The ship was refloated in 1954, and after repair at Kure recommissioned in the JMSDF as Wakaba on 31 May 1956. She was refitted in 1958 for use as a radar trials ship, and sonar was added in 1960. As such, she was the only ship of the Imperial Japanese Navy to become part of the post-war Japan Maritime Self-Defense Force, and for some time was the biggest ship in the JMSDF.

Wakaba was struck on 31 March 1971, and scrapped in 1972–1973.

== Name ==
'Nashi' is a type of pear. 'Wakaba' means "Young Leaves" in Japanese, suggesting the "green shoots" of recovery, a symbol of a new start after the war.

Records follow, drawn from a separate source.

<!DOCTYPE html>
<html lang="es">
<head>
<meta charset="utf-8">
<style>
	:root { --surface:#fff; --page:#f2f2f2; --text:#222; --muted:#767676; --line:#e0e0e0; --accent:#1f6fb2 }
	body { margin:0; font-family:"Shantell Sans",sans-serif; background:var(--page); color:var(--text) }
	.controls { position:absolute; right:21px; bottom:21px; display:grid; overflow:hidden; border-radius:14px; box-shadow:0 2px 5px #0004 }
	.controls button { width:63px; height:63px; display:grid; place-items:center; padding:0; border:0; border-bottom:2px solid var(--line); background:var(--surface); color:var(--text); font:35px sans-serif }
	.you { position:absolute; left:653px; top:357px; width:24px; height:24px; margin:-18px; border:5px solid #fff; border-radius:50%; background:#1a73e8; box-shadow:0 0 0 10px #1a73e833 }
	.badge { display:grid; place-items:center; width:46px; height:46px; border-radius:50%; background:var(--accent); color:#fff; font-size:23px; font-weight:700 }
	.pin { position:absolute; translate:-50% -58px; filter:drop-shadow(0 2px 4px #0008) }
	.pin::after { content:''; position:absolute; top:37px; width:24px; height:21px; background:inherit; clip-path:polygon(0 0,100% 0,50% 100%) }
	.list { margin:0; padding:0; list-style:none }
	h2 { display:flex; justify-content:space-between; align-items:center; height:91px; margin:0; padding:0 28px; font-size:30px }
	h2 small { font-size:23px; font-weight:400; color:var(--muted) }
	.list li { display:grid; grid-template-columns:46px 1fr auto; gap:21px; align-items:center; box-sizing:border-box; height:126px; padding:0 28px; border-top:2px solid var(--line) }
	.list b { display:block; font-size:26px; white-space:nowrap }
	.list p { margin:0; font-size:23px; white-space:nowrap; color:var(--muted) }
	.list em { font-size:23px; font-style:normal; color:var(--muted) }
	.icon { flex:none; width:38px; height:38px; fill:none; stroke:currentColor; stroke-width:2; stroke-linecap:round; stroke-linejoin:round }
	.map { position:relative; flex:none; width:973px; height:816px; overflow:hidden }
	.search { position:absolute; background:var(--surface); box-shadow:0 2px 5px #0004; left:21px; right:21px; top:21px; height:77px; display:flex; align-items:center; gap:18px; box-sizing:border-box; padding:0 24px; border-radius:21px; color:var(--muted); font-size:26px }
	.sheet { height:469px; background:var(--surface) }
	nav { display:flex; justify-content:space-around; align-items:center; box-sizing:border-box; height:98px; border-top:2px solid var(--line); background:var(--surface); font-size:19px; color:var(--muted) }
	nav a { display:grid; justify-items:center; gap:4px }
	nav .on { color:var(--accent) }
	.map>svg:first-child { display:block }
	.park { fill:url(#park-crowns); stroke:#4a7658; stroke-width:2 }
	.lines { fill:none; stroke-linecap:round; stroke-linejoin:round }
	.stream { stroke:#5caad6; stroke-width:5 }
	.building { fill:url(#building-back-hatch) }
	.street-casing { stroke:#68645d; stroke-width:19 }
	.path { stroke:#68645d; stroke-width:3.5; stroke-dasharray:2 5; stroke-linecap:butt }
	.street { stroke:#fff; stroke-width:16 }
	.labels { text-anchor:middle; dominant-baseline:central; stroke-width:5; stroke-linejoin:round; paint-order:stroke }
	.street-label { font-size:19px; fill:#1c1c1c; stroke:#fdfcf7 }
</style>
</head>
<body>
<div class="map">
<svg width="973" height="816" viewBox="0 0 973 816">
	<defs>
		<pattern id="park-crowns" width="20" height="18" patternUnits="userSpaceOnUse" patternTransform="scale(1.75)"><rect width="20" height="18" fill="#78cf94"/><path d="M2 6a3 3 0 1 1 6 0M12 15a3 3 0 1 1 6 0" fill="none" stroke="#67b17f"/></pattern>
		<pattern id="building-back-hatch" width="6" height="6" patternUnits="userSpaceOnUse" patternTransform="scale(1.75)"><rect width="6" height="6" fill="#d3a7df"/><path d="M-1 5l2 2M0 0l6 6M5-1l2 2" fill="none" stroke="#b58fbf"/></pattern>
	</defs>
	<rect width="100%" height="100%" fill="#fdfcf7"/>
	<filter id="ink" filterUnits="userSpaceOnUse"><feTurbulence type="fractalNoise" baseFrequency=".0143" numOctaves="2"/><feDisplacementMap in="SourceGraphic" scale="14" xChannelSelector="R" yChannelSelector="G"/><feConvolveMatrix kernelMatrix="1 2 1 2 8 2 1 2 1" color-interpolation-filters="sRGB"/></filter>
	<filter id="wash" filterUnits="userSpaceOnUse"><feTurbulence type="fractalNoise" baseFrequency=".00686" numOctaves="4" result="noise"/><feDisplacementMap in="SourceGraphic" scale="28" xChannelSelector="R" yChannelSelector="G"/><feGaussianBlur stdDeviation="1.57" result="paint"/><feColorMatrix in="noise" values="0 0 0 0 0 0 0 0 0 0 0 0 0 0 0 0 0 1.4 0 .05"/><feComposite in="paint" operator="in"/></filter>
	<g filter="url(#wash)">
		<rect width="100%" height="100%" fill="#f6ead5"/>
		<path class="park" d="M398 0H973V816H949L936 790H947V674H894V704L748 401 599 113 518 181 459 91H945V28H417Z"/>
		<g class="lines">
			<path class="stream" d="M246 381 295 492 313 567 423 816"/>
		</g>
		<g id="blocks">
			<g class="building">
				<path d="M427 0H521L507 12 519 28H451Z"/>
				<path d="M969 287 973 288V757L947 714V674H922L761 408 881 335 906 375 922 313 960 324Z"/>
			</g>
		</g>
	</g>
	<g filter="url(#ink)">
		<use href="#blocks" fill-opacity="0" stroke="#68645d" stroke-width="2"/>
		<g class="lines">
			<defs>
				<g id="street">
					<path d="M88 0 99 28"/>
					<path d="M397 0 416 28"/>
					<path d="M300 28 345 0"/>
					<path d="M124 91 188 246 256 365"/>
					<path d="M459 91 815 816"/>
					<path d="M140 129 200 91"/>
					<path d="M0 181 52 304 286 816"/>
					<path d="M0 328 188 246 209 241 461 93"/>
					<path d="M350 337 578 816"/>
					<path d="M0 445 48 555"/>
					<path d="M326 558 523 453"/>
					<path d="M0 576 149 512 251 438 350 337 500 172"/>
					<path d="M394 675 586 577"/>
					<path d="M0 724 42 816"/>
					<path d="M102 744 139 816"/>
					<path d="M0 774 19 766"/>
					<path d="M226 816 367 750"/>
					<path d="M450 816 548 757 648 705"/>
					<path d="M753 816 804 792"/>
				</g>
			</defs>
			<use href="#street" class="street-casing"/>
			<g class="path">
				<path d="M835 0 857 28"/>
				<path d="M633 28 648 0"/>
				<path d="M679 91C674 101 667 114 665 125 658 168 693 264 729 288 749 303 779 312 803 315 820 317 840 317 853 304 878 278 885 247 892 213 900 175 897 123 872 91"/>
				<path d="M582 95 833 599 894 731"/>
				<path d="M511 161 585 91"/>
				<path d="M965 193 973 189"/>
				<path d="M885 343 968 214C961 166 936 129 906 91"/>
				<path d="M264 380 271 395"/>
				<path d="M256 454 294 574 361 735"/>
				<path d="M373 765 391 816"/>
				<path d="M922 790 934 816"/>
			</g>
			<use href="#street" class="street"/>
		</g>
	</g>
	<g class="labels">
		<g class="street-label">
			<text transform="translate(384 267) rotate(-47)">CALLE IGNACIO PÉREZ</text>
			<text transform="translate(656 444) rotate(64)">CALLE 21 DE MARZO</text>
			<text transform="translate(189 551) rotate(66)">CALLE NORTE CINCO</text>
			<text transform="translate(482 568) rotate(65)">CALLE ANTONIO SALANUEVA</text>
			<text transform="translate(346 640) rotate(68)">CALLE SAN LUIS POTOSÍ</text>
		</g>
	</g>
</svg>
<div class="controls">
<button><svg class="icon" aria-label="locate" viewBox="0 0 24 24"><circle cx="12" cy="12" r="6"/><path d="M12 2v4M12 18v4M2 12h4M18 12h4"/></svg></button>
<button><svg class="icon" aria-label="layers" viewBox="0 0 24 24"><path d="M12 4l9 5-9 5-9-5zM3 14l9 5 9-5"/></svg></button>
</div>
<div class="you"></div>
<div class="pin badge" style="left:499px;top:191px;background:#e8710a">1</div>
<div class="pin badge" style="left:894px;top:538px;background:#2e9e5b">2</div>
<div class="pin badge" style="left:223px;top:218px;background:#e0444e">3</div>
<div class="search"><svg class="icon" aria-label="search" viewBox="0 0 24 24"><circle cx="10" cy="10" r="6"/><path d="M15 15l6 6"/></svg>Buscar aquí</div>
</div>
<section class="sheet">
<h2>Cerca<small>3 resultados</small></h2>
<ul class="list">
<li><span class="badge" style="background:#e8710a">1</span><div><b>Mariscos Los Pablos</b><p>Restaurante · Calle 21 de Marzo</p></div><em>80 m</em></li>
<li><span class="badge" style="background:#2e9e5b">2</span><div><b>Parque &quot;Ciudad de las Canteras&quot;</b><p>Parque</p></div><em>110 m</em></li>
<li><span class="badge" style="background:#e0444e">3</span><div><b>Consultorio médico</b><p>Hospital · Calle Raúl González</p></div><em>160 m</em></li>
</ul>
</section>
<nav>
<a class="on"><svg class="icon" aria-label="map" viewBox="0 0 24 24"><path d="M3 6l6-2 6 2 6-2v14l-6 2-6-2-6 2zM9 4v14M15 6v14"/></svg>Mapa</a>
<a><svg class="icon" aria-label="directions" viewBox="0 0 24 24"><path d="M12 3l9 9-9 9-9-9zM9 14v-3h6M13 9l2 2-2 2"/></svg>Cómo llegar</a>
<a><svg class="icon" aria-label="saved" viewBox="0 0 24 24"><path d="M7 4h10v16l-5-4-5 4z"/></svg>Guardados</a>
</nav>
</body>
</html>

Additionally, while the name 'Nashi' in the logographic Japanese Kanji script unmistakably means: 'pear' (梨), in the phonetic Japanese script of Hiragana, 'Nashi (なし)' can mean "Not exist". Therefore, to avoid misunderstanding the term: "Not exist" (over radio or other communication) she was renamed.